Drum Roll Please............... We have a New Hatchling in the house.
Meet Egg # 2
Backing into the world at 4:30 pm






Egg # 3 has just pipped at 4:30 pm





Egg #2 completely hatched at 6:30 pm today





And of course the quick eggtooth and tummy shot then back to the incubator





Egg #2 weight is 11 grams its empty shell weighed 1 gram it is about 3 cm long and 2 cm wide
This little sweetie is much darker than Comet.
S/he is a natural Antakyan/Jordanian-Israeli mix


----------



## Tatooineboy (Mar 18, 2008)

Adoooooooooorable!


----------



## JustAnja (Mar 18, 2008)

Congrats Robyn! Soooo very adorable!


----------



## bdoyle (Mar 18, 2008)

amazing, simply amazing.

never get tired of seeing new life breaking through.

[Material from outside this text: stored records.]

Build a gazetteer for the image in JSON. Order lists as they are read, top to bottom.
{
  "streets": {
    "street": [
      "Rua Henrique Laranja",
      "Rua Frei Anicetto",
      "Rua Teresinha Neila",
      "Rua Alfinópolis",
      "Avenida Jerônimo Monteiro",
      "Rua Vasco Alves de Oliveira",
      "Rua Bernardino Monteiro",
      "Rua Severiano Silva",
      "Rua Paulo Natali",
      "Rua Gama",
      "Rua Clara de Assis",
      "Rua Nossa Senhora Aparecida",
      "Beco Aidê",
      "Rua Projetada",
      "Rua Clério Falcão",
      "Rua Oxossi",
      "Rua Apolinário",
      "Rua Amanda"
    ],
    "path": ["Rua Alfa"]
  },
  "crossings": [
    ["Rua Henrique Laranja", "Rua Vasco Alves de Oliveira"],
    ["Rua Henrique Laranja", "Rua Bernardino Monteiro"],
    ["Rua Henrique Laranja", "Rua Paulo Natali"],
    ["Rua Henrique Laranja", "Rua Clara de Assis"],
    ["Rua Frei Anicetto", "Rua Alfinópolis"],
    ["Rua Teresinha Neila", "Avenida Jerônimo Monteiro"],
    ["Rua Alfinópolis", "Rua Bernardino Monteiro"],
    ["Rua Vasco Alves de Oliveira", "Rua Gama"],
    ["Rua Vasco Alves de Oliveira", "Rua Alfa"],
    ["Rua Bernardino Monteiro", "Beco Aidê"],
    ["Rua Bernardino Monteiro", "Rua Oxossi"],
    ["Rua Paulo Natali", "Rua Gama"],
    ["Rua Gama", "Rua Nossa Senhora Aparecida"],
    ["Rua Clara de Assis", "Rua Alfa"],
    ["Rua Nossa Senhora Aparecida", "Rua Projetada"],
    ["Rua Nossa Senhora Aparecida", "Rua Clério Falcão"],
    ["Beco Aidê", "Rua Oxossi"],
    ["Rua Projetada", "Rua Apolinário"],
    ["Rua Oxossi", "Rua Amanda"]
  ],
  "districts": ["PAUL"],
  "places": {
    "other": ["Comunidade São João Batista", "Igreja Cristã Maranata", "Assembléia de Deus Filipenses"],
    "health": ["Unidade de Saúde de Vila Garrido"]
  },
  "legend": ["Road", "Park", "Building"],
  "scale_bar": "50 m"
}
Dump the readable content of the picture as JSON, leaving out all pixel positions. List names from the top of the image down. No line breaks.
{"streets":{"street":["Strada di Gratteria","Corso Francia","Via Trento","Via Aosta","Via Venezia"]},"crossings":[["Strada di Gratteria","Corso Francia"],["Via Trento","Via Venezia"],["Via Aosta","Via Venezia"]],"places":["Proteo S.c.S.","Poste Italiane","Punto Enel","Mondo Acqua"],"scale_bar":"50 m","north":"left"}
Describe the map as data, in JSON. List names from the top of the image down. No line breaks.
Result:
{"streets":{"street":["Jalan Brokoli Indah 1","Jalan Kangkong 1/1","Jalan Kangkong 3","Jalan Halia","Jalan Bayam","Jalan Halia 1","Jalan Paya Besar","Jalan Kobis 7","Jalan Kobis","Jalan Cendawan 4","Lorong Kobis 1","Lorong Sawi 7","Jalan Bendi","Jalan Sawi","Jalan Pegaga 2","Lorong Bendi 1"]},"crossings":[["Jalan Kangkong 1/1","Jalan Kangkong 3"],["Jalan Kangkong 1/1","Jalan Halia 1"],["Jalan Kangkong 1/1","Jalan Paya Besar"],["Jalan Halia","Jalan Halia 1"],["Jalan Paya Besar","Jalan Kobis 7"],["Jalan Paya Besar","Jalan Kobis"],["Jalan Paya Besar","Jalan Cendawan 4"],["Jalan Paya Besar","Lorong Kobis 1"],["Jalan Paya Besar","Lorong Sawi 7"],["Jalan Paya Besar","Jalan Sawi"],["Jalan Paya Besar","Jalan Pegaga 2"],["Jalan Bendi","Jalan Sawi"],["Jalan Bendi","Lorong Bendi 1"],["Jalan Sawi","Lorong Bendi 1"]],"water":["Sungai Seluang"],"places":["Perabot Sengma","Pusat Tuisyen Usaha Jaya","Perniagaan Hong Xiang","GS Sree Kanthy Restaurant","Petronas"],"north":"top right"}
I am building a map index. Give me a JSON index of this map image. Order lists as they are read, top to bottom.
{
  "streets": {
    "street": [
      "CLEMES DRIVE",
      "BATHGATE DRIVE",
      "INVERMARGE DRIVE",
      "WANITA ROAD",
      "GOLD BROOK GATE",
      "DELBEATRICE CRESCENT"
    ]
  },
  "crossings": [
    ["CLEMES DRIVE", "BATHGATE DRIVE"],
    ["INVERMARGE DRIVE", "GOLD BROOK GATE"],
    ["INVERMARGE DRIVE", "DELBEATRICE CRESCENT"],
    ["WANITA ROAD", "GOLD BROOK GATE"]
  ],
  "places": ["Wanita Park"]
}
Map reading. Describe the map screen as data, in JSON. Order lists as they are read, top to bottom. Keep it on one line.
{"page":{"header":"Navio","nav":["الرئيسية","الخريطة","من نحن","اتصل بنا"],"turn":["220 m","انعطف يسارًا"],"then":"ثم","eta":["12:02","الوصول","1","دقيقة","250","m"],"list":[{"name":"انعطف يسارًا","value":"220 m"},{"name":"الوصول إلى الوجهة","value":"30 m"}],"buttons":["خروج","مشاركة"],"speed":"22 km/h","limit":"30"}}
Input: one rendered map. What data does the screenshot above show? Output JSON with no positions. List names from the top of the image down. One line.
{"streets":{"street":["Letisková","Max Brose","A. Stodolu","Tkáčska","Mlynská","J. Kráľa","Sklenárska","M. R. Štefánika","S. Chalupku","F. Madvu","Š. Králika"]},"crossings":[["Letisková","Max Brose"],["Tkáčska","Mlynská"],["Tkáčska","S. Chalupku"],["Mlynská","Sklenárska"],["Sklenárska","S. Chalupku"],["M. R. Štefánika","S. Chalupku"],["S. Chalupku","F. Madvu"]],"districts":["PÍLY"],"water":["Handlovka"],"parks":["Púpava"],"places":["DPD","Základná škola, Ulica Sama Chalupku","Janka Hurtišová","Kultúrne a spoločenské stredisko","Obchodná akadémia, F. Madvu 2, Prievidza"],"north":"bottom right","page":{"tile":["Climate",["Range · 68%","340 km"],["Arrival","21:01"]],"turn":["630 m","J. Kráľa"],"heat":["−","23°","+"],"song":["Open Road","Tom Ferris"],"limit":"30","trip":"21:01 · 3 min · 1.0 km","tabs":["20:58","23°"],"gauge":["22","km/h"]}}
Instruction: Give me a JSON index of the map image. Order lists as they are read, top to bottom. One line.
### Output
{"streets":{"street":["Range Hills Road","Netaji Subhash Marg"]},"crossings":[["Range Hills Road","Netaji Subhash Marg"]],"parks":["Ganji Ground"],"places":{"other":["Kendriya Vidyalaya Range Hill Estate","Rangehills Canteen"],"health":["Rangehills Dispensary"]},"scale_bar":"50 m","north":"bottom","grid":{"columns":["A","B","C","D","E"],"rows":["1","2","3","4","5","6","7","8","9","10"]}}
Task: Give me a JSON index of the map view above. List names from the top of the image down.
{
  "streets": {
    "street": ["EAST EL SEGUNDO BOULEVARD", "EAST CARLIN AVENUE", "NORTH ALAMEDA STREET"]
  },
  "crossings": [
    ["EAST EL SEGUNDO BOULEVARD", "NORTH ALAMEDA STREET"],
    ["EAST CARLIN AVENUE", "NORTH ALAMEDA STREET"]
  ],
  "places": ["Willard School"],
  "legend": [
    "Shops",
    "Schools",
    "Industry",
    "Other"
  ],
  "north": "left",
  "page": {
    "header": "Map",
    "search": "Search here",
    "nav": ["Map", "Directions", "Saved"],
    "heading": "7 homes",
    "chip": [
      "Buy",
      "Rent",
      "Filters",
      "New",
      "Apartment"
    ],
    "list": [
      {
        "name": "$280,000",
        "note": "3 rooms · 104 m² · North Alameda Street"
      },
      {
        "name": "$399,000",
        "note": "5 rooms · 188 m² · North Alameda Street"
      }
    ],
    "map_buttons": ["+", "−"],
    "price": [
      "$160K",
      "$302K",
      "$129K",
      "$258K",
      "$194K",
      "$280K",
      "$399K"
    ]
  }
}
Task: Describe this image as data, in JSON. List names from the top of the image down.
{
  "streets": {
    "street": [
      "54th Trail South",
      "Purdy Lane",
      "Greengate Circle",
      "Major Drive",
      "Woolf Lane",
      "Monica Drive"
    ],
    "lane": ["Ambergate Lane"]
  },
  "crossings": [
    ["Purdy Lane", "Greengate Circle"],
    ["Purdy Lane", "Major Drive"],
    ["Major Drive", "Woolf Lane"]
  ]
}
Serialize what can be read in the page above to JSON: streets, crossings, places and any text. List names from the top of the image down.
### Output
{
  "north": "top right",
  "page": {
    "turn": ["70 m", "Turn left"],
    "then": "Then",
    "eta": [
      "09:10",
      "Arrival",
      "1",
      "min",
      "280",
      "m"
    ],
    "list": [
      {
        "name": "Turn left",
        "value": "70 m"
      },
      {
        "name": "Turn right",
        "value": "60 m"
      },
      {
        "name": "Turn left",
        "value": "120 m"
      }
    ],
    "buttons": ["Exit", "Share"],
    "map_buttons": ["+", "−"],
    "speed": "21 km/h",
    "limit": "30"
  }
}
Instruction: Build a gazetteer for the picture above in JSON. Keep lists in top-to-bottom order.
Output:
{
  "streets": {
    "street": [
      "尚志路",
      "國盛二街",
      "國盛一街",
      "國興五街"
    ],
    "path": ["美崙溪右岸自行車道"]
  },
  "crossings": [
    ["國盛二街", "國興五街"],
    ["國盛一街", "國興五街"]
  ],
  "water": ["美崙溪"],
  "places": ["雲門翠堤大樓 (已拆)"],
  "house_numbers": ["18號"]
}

I wish them all long and happy lives in happy homes


----------



## Jentortmom (Mar 18, 2008)

Yessssssss, The wait is finally over!!!! How beautiful Robyn. I am so excited for you...Congrats!


----------



## Coldliz (Mar 18, 2008)

What a tiny little beauty! Congrats to you! Must be a wonderful feeling.


----------



## wayne.bob (Mar 18, 2008)

YAY EGGS!!!!!! BABIES!!!!!!!! YAY!!!!!!


----------



## jlyoncc1 (Mar 19, 2008)

Congrats Robyn!!! How exciting for you. Can't wait to see pics of the others. It's like Christmas!


----------



## cvalda (Mar 19, 2008)

she's soooo cute~


----------



## pealow (Mar 19, 2008)

Wow....congratulations. What a great feeling it must be to hatch your first baby tort.

Paula


----------



## Crazy1 (Mar 19, 2008)

Thanks all it is amazing to see such a tiny tort hatch and to have a breach baby. The second one should be out within 48 hours I hear. I just can't stop smiling. And I can't believe Comet was that small.


----------



## Tatooineboy (Mar 19, 2008)

Thats so exciting  I'm sure your a proud parent- or grandparent? lol


----------



## Redfoot NERD (Mar 19, 2008)

Crazy1 said:


> Thanks all it is amazing to see such a tiny tort hatch and to have a breach baby. The second one should be out within 48 hours I hear. I just can't stop smiling. And I can't believe Comet was that small.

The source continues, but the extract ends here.